Technology titan Elon Musk recently announced that Tesla electric car owners might soon be able to stream YouTube and Netflix content through the touch screen displays in their vehicles.
The Tesla CEO announced through a tweet this past weekend, revealing that content streaming might be added to the list of features available in Tesla vehicles. Musk did not give an exact timeline but he did point out that the feature might be rolled out in August or the coming months. Netflix and YouTube are currently the most popular content streaming platforms and it, therefore, makes sense that they are the first streaming services to grace Tesla screens.
Elon previously confirmed that content streaming would be part of the updates included in Version 10 of the Tesla in-car software. However, the CEO’s tweet this weekend was the first time that he confirmed that Netflix and YouTube will be available.
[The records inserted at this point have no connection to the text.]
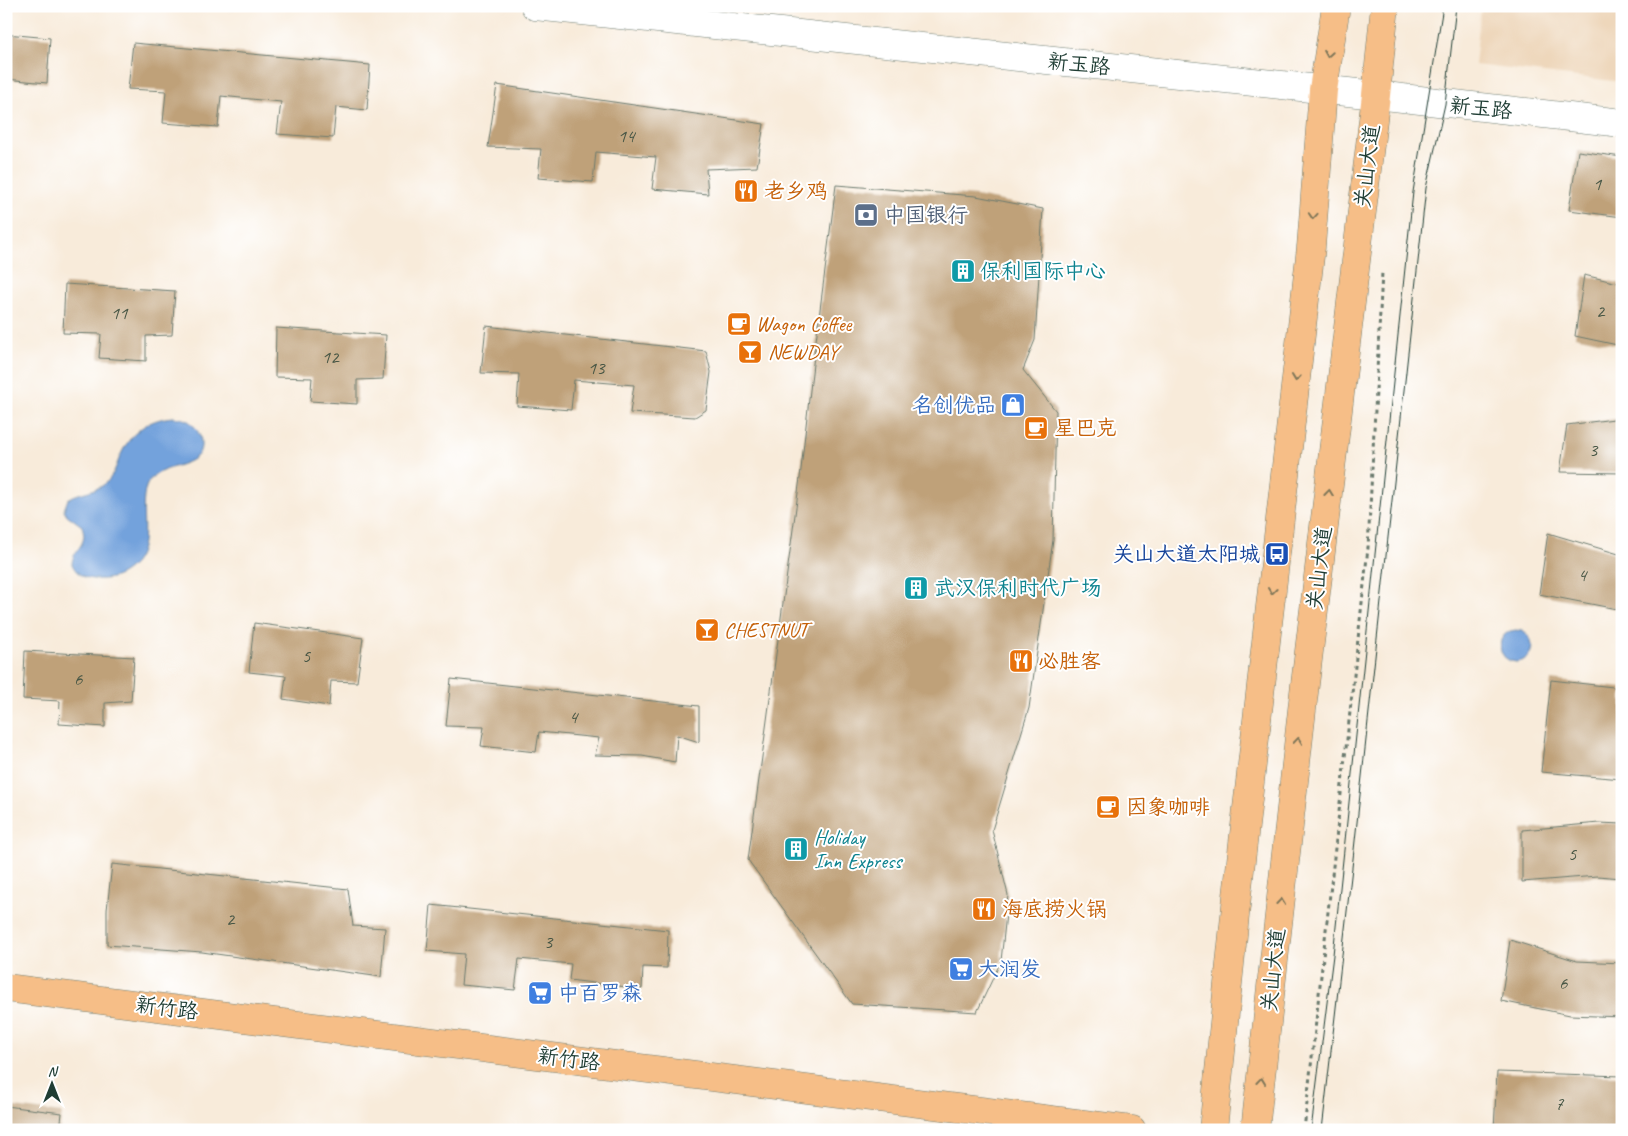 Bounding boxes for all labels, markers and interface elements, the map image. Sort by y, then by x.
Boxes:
street label: 新玉路 [1046,48,1112,80]
one-way arrow [1324,50,1334,59]
street label: 新玉路 [1448,92,1514,124]
street label: 关山大道 [1349,123,1385,209]
house number: 14 [617,124,637,148]
house number: 1 [1593,172,1603,196]
restaurant icon: 老乡鸡 [733,178,759,204]
place label: 老乡鸡 [764,178,827,204]
bank icon: 中国银行 [853,202,879,228]
place label: 中国银行 [884,202,968,228]
one-way arrow [1308,212,1319,220]
building icon: 保利国际中心 [950,258,976,284]
place label: 保利国际中心 [980,258,1106,284]
house number: 2 [1596,299,1606,323]
house number: 11 [110,301,129,325]
cafe icon: Wagon Coffee [726,311,752,337]
place label: Wagon Coffee [756,311,853,337]
bar icon: NEWDAY [737,339,763,365]
place label: NEWDAY [768,339,843,365]
house number: 12 [321,345,340,369]
house number: 13 [587,356,606,380]
one-way arrow [1291,374,1302,382]
place label: 名创优品 [912,392,996,418]
shop icon: 名创优品 [1000,392,1026,418]
cafe icon: 星巴克 [1023,415,1049,441]
place label: 星巴克 [1054,415,1117,441]
house number: 3 [1589,438,1599,462]
one-way arrow [1323,488,1334,496]
street label: 关山大道 [1301,525,1337,611]
place label: 关山大道太阳城 [1113,541,1260,567]
bus stop icon: 关山大道太阳城 [1264,541,1290,567]
house number: 4 [1578,563,1589,587]
building icon: 武汉保利时代广场 [903,575,929,601]
place label: 武汉保利时代广场 [934,575,1102,601]
one-way arrow [1267,588,1278,596]
bar icon: CHESTNUT [694,617,720,643]
place label: CHESTNUT [724,617,813,643]
house number: 5 [302,644,312,668]
restaurant icon: 必胜客 [1008,648,1034,674]
place label: 必胜客 [1038,648,1101,674]
house number: 6 [74,667,84,691]
house number: 4 [569,705,580,729]
one-way arrow [1292,737,1303,745]
cafe icon: 因象咖啡 [1095,794,1121,820]
place label: 因象咖啡 [1126,794,1210,820]
place label: Holiday Inn Express [814,824,903,874]
building icon: Holiday Inn Express [783,836,809,862]
house number: 5 [1568,842,1578,866]
restaurant icon: 海底捞火锅 [971,896,997,922]
place label: 海底捞火锅 [1002,896,1107,922]
one-way arrow [1275,898,1286,906]
house number: 2 [226,907,236,931]
street label: 关山大道 [1256,927,1290,1013]
house number: 3 [544,930,554,954]
supermarket icon: 大润发 [948,956,974,982]
place label: 大润发 [978,956,1041,982]
house number: 6 [1559,971,1569,995]
supermarket icon: 中百罗森 [527,980,553,1006]
place label: 中百罗森 [558,980,642,1006]
street label: 新竹路 [134,991,200,1025]
street label: 新竹路 [536,1042,602,1076]
north arrow [28,1058,78,1108]
text: N [48,1063,59,1080]
one-way arrow [1255,1077,1266,1085]
house number: 7 [1555,1092,1565,1116]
As far as safety is concerned, Musk noted that the streaming services will only be available in Tesla cars when the vehicles are stationary.
Bringing back drive-in movie experiences with modern twists
Musk also noted that content streaming through Tesla vehicle screens will likely be made available at all times even in motion once full autonomy is achieved. The electric car manufacturer already offers in-car gaming which is disabled when the vehicle is in motion.
Musk likened the experience of watching YouTube or Netflix content through Tesla car screens to drive-in films. He, however, noted that offering all that in Tesla cars will deliver a better experience because the vehicles offer superior sound quality and an overall better experience compared to drive-ins years ago.
Tesla cars have some of the biggest infotainment screens in the vehicle industry. Musk and his company believe that offering access to streaming services via the screens will allow users to utilize the technology available in their vehicles.
Experts, however, believe that it might take a while longer before content streaming becomes permanently available especially with the slow pace of autonomous technology as far as regulation is concerned. Regulators believe that self-driving technology is currently not ready to go mainstream.